Thursday, May 30, 2013

Scout Training

There has not been a lot of paddling in the past couple weeks for a variety of reasons that I won't go into here. The continuing weirdness of our non spring, including a 9000 acre forest fire in northern Wisconsin, and then a biblical rain event that washed away a number of vulnerable hillsides, has transitioned the ice choked fishing opener into an weirdly schizophrenic early summer type thing.  It's been so strange that I was forced to schedule a pool session (collective gasp from the readers!).  Don't worry though, it was at the Bayfield Rec Center pool, that 82F, salt water gem only 15 minutes from our joint in Washburn.  I had agreed to help a Boy Scout troop get ready for a paddle trip and a week ago Sunday evening we all got our salt water bath. 
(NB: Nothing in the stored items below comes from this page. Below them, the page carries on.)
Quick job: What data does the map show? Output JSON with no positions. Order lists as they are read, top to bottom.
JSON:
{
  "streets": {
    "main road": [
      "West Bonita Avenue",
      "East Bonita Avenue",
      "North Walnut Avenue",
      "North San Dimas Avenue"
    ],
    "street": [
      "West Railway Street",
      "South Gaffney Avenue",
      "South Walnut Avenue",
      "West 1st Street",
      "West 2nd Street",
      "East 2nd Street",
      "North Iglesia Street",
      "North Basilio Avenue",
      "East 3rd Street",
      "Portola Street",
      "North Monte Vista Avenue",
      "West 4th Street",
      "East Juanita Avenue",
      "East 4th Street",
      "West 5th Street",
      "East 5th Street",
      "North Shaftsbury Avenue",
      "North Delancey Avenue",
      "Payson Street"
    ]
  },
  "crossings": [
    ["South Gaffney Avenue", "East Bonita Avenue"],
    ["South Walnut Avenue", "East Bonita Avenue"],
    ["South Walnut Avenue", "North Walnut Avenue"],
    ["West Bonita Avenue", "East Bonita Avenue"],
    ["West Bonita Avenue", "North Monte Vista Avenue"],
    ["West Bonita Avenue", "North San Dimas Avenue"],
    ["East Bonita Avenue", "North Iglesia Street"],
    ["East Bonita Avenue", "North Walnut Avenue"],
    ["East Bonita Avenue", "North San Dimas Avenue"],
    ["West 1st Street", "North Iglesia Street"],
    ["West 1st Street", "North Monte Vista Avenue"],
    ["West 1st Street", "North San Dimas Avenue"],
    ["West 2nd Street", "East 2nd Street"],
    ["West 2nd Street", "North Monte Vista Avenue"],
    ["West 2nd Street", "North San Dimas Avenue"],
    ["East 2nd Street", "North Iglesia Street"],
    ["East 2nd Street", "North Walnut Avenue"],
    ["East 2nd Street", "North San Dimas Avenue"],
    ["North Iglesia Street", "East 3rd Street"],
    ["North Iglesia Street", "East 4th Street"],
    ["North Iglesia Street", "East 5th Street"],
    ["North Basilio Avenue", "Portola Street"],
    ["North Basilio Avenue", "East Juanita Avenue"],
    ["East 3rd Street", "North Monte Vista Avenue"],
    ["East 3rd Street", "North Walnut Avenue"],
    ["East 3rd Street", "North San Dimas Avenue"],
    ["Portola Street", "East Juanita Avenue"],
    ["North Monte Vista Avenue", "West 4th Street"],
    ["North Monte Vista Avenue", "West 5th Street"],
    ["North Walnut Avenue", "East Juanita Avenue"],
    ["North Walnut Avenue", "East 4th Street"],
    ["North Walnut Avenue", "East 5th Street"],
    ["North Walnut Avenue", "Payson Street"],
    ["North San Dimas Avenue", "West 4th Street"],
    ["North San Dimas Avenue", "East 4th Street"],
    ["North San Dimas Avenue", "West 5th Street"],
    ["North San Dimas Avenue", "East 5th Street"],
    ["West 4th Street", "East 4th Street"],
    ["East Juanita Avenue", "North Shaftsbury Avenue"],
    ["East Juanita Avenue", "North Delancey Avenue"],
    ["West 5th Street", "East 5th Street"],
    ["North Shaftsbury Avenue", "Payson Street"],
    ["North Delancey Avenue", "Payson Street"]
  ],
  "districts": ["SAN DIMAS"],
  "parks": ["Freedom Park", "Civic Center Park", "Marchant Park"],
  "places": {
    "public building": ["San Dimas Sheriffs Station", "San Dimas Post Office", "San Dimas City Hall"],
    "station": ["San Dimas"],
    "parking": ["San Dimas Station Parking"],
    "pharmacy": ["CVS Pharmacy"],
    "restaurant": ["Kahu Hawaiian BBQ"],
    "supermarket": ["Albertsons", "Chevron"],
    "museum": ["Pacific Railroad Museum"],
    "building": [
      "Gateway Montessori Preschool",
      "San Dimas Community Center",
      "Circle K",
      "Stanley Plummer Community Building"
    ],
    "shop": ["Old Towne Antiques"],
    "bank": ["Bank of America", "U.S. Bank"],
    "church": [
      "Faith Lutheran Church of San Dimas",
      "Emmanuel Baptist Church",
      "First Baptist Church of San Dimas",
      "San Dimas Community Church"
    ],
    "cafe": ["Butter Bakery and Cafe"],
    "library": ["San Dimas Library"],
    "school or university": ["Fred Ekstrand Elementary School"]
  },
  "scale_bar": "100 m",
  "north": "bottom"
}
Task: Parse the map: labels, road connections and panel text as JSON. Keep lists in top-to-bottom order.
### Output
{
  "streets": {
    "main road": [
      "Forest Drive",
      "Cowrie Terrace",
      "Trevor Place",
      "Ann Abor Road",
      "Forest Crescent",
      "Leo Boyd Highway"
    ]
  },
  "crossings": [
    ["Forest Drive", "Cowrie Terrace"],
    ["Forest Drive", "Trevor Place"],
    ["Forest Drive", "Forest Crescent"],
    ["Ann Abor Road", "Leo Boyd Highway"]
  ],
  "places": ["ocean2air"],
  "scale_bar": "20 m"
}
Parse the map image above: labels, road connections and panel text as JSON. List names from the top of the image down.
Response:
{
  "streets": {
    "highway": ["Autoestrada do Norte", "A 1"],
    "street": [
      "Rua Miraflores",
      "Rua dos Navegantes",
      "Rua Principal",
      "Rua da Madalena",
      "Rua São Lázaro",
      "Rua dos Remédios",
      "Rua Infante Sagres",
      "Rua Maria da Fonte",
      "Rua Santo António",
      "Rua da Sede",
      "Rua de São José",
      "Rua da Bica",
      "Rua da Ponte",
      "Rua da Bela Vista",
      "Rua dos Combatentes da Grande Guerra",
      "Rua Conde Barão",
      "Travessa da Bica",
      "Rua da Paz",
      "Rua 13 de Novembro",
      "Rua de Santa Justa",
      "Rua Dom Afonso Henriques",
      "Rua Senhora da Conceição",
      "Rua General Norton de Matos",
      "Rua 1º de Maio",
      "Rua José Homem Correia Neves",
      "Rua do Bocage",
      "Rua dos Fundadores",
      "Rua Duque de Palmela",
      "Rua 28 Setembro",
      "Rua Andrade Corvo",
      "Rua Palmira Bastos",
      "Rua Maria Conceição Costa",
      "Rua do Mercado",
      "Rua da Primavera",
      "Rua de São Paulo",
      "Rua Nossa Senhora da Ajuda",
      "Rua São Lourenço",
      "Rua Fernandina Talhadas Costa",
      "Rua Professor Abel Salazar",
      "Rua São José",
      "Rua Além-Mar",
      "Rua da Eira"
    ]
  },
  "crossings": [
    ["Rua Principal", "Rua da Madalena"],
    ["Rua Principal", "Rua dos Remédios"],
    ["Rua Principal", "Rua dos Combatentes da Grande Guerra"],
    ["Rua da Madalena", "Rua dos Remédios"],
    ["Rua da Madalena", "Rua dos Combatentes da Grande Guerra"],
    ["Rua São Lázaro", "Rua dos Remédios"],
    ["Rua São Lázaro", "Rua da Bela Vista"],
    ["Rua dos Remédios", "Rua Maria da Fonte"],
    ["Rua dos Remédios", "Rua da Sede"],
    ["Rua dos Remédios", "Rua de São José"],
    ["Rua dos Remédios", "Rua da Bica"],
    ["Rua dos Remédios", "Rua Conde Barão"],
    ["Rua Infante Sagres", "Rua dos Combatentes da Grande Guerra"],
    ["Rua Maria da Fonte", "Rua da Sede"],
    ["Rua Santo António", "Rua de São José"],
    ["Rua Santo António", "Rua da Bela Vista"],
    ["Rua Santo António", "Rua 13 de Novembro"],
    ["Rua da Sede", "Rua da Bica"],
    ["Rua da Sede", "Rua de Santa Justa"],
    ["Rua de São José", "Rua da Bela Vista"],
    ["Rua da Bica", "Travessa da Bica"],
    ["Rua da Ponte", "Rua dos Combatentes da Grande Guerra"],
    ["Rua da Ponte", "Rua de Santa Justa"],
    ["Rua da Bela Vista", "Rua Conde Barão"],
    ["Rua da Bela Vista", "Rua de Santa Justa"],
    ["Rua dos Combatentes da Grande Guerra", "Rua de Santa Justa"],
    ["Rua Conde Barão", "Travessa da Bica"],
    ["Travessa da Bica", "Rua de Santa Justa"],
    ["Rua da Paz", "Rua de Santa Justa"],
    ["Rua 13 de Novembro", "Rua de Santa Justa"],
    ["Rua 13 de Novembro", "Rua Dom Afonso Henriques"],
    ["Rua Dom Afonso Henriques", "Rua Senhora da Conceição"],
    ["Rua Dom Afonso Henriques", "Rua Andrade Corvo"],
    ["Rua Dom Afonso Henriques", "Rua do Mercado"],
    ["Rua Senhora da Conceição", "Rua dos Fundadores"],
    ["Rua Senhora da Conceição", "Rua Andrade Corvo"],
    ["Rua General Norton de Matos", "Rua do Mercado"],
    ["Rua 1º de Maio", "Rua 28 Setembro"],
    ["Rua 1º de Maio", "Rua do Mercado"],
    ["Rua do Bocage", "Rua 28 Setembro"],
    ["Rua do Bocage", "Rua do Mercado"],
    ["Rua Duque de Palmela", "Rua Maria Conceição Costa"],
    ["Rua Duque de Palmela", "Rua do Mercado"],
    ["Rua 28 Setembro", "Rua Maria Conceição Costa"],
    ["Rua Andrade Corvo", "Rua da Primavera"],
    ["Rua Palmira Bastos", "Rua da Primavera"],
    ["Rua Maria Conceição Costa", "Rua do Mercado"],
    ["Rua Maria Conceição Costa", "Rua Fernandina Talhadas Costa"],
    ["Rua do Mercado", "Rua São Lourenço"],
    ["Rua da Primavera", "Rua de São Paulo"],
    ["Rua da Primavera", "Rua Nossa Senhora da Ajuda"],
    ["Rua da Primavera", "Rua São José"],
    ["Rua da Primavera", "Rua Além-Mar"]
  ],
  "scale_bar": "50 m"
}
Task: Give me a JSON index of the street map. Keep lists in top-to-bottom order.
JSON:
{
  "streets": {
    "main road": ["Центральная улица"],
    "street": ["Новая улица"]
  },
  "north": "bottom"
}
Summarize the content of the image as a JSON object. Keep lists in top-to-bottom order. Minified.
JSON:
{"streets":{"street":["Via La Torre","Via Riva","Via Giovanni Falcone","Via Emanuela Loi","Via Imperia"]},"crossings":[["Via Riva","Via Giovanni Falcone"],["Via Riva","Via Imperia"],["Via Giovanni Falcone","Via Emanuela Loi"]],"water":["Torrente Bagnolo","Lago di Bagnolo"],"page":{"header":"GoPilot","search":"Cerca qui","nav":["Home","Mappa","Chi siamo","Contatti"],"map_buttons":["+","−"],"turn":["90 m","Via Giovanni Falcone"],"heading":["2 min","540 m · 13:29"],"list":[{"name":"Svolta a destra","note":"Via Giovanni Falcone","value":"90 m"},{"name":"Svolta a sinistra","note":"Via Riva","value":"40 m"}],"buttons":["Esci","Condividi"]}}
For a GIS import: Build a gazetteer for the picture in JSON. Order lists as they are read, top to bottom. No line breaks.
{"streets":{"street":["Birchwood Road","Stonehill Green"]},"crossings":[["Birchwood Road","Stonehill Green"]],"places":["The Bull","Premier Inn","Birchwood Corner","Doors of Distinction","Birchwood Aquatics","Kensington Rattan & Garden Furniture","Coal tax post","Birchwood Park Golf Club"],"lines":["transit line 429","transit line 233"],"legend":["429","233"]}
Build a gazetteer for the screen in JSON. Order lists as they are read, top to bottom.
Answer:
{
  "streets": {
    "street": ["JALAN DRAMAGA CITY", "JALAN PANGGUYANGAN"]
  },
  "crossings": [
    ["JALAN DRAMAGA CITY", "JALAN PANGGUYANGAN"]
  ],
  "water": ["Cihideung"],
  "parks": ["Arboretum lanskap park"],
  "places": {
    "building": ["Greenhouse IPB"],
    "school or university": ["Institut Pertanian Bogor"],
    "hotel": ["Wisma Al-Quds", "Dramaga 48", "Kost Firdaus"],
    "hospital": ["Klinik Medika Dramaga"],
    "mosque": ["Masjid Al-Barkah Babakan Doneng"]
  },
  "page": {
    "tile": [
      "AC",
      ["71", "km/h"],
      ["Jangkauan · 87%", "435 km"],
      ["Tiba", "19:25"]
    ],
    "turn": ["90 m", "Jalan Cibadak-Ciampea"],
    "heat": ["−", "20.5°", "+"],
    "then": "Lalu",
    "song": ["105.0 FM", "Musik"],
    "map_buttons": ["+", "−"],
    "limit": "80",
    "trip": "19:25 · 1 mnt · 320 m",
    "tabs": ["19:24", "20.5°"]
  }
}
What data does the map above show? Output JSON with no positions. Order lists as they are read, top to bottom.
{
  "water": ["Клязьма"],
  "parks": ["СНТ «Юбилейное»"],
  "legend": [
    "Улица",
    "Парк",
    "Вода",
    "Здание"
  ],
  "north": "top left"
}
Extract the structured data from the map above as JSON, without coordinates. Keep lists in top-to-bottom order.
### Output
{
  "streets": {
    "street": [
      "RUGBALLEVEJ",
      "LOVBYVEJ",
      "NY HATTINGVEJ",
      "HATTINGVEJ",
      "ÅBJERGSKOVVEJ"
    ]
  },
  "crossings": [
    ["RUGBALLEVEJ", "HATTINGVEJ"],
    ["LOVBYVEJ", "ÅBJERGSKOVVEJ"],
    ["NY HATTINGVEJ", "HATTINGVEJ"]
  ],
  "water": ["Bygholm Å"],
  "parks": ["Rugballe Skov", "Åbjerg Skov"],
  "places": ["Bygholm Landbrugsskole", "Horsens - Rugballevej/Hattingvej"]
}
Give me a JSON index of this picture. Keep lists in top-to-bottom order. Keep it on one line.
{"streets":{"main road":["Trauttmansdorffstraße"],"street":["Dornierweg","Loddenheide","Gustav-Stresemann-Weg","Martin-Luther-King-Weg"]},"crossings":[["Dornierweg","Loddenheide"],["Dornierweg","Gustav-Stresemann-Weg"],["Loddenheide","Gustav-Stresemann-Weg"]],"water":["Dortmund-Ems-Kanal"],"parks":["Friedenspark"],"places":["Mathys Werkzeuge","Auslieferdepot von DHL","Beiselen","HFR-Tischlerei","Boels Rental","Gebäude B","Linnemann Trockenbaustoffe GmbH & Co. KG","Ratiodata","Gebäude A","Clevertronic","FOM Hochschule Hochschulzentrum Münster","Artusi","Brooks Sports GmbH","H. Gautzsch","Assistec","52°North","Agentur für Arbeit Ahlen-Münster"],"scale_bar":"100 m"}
I was a Boy Scout, a proud member of Troop 133 in Eau Claire, WI.  We were certainly the most 'outdoorsy' troop in the council as our Scoutmaster, DonR, had some land outside of town with a shack and a nice fire ring.  No church basements for 133, we met out there 12 months out of the year with the only cancellations due to thunderstorms or anything lower than -10F.  Good training for winter camping I suppose.  I never got a whiff of Eagle, only made it to Star, and blame the opposite sex and the Schlitz Brewing Co for my sudden lack of interest in camping with a bunch of guys under adult supervision.  It did however, teach me how to camp and nourished a life long interest in camping and the outdoors, experiences that I would not have had in the family as the US Army had quickly cured the Old Man of any interest he may have had in camping in tents. I was really interested to meet these guys and see just how the average Scout compared with the range of altar boys through delinquents that we had in our Troop.  I am very happy to report that things have not changed all that much. 
I think we had around nine boys and a couple adult leaders, one of which was a kayaker.  I figured with only an hour, that a quick intro to the boat and then getting right into wet exits and T-rescues was the best use of time.  Everyone was anxious to get wet and  I had a number of volunteers to be the first person to tip over in the water after watching my dry land wet exit demo.  There were some constants, things that we see with adult learners as well.  Most guys tried to pull the spray skirt straight back, even after I had emphasized it needs to go forward and up.  Almost everyone banged on the boat with one hand since the other one was firmly grasping the grab loop of the skirt.  One thing that was different however, was that everyone tipped over with very little drama.  In an adult group at least one or more folks will have serious trepidation about the wet exit, some to the point of having to do it with the skirt loose to gain confidence.  I am sure the peer group pressure with all their buddies watching from the side of the pool is what facilitated those quick wet exits.  I know for certain that the catcalls, smart remarks, and merciless abuse from my peers in Troop 133 would have made me set aside any wet exit angst and get on with it.  I was somehow reassured to see the same dynamic in effect here.  T-rescues were a bit sloppy but in the interest of getting everyone into both the swimmer and rescuer position, we moved fairly quickly since our hour was winding down.  Nuances, refinements, and minor corrections will take place on Long Lake when the water gets above 65F.  My faith in teenage boys was reaffirmed both by the fun that they seemed to have at the pool session and also when I caught a wet towel  being rolled up in the locker room in preparation for snapping an unsuspecting ass.  Some things never change and never should.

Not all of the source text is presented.